La prima frazione è un monologo nerazzurro nel possesso, ma un soliloquio sterile negli ultimi sedici metri. L'Inter manovra, cuce il gioco tra le linee e cerca con insistenza la profondità, ma sbatte sistematicamente contro l'organizzazione difensiva del Ponte Mapello. Manca l'ultimo passaggio, quella scintilla capace di trasformare la mole di gioco in effettivo pericolo. Dall'altra parte, gli ospiti non restano a guardare. I ragazzi di Beretta adottano una strategia di attesa intelligente: affondano meno colpi, ma ogni volta che riconquista palla e ripartono in transizione, danno la netta sensazione di poter far male. La difesa interista deve restare alta e concentrata per non farsi sorprendere dalle verticalizzazioni improvvise di una squadra che sa esattamente come ferire in contropiede. Il secondo tempo si apre con un'Inter più convinta. Al 5’ arriva il primo squillo: Ventura trova lo spazio per la conclusione a botta sicura, ma Rillosi si immola, respingendo il pallone con il corpo e salvando i suoi. Il Ponte Mapello risponde subito al 7’: Colleoni pennella un cross perfetto dalla fascia, Di Matteo svetta più in alto di tutti ma la sua incornata sibila di poco a lato del palo, gelando la panchina nerazzurra.

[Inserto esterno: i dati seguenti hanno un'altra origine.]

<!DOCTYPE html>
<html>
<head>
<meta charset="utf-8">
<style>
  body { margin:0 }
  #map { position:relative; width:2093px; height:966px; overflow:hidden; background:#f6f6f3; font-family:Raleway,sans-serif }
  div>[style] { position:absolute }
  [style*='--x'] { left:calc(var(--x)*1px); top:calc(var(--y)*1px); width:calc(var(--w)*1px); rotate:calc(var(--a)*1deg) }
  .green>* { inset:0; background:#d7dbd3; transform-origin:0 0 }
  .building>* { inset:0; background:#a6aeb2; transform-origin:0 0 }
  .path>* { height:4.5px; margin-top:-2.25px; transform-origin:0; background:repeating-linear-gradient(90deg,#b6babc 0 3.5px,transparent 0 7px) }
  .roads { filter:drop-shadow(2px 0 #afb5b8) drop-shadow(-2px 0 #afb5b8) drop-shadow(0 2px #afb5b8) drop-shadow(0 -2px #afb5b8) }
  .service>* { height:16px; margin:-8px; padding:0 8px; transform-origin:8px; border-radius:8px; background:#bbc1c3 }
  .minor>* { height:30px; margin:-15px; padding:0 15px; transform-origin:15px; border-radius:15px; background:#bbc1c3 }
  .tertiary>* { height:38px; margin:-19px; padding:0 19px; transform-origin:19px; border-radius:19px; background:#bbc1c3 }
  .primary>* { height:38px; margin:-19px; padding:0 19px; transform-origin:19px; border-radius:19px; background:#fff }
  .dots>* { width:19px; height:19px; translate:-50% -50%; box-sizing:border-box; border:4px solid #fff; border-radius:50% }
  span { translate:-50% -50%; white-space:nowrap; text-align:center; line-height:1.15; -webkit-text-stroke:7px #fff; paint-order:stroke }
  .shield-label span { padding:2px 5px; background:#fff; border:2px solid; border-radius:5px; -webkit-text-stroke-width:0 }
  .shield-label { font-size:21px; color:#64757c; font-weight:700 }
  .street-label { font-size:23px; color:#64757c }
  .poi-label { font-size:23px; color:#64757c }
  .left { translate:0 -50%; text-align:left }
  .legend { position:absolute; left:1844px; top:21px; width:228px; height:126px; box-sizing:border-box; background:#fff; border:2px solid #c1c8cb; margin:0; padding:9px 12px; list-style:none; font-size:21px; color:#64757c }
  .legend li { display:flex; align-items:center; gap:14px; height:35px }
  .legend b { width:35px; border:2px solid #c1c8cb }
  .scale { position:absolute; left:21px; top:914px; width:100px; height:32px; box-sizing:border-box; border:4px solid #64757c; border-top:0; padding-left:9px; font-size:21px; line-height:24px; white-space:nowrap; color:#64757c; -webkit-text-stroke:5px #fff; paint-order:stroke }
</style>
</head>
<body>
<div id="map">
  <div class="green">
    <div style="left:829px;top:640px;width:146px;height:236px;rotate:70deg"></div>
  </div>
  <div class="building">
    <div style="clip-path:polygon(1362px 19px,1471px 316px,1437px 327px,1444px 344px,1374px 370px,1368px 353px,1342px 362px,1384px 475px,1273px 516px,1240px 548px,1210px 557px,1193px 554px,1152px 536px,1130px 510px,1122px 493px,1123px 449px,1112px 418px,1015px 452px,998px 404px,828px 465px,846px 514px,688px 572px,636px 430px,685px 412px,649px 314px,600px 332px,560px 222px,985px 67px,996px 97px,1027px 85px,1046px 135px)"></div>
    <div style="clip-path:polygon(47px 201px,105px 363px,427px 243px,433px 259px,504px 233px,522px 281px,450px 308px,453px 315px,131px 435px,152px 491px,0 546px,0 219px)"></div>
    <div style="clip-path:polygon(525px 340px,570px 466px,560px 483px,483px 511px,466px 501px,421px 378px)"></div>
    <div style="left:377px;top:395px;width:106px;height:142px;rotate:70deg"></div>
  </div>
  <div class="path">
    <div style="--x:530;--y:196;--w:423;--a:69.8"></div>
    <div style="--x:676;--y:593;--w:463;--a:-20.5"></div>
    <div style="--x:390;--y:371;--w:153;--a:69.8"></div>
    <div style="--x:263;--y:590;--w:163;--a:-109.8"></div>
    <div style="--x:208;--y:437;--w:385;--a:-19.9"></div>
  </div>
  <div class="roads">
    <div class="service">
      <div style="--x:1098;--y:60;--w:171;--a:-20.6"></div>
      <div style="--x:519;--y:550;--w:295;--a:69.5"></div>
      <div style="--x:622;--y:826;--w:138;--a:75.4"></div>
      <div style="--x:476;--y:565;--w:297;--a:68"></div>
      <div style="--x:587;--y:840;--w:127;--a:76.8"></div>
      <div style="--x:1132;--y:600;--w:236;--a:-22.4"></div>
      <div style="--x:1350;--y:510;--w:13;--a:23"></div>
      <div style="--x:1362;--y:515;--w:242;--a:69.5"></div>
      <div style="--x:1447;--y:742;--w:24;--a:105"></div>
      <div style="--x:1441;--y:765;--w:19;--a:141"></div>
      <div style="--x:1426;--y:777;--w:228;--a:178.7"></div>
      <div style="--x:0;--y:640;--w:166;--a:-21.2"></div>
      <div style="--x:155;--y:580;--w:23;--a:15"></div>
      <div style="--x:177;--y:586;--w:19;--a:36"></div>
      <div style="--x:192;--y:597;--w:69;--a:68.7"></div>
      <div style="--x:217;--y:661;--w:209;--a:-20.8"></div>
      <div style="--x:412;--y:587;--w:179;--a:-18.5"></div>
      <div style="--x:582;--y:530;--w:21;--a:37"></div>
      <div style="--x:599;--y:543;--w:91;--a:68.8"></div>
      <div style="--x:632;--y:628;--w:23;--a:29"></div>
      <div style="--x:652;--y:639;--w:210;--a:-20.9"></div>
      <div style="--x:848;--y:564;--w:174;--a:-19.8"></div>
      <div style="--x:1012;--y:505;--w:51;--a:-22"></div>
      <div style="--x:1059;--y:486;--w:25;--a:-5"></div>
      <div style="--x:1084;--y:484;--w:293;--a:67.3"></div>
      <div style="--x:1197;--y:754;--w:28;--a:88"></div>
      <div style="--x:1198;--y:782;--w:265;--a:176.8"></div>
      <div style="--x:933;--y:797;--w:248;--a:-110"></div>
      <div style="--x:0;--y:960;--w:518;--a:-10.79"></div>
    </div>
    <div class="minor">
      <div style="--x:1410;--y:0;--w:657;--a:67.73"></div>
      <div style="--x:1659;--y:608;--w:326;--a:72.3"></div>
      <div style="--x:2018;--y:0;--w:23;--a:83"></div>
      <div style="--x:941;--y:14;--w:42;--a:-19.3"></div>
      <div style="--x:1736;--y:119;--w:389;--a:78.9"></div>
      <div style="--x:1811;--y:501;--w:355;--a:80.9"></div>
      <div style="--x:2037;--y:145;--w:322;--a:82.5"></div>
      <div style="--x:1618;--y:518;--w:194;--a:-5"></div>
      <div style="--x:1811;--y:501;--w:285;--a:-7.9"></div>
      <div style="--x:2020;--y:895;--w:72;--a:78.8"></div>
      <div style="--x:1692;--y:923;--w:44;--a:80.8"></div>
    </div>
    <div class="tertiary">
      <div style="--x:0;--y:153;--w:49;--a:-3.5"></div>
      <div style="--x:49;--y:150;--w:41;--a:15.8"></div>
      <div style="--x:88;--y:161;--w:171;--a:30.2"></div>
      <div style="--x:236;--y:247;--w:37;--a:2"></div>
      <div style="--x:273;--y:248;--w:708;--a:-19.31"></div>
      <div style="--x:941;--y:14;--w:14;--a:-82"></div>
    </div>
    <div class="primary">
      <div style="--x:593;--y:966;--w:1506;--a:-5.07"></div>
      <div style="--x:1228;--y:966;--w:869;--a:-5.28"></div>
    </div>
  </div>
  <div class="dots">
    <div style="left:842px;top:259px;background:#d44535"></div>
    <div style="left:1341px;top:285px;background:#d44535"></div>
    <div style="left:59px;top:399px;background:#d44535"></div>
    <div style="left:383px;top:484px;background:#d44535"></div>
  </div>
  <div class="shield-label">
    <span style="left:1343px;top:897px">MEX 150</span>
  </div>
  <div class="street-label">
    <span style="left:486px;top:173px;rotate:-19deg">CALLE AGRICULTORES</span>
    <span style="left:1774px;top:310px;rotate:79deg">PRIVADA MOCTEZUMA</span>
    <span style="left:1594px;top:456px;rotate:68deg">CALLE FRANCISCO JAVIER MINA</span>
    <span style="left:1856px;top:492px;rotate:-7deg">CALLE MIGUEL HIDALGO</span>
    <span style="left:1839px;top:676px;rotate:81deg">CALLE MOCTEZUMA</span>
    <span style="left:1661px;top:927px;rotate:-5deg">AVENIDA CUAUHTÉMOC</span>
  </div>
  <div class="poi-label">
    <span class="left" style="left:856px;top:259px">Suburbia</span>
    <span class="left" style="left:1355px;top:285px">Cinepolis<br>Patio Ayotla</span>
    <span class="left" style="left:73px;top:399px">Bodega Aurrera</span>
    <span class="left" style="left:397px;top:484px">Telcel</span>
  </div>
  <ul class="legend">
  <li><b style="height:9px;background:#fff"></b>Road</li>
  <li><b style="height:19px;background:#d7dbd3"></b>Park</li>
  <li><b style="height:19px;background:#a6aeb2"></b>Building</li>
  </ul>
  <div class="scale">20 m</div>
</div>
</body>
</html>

Al 16’, però, la partita si spacca. E a spaccarla è un difensore con l'anima da fantasista: Multari. Il centrale interista parte palla al piede dalla propria metà campo, mette il turbo e salta tre avversari in una cavalcata prepotente. Arrivato al limite, allarga con intelligenza per Giampieretti sulla destra; la conclusione di quest'ultimo viene respinta da un attento Cappella, ma sulla palla vagante si avventa come un falco Ciancimino. È il gol del vantaggio, una rete di rapina che premia l'opportunismo dell'attaccante e la follia agonistica di Multari. Il Ponte Mapello non ci sta a tornare a casa a mani vuote e alza il baricentro. Al 21’ l’occasione del pari passa dai piedi di Taramelli, servito con generosità da Baldis: la sua conclusione sembra destinata al sacco, ma Tomasini Zoppi vola e con una smanacciata prodigiosa devia al di là del palo. L'ultimo brivido della gara arriva al 29’ e porta la firma del solito Baldis: su un cross dalla destra, l'attaccante tenta il gesto tecnico della domenica, una mezza rovesciata coordinata e potente che però non trova lo specchio della porta per una questione di millimetri. Al triplice fischio è festa Inter, ma il Ponte Mapello esce dal campo con l'onore delle armi e il rammarico di non aver concretizzato un volume di gioco importante.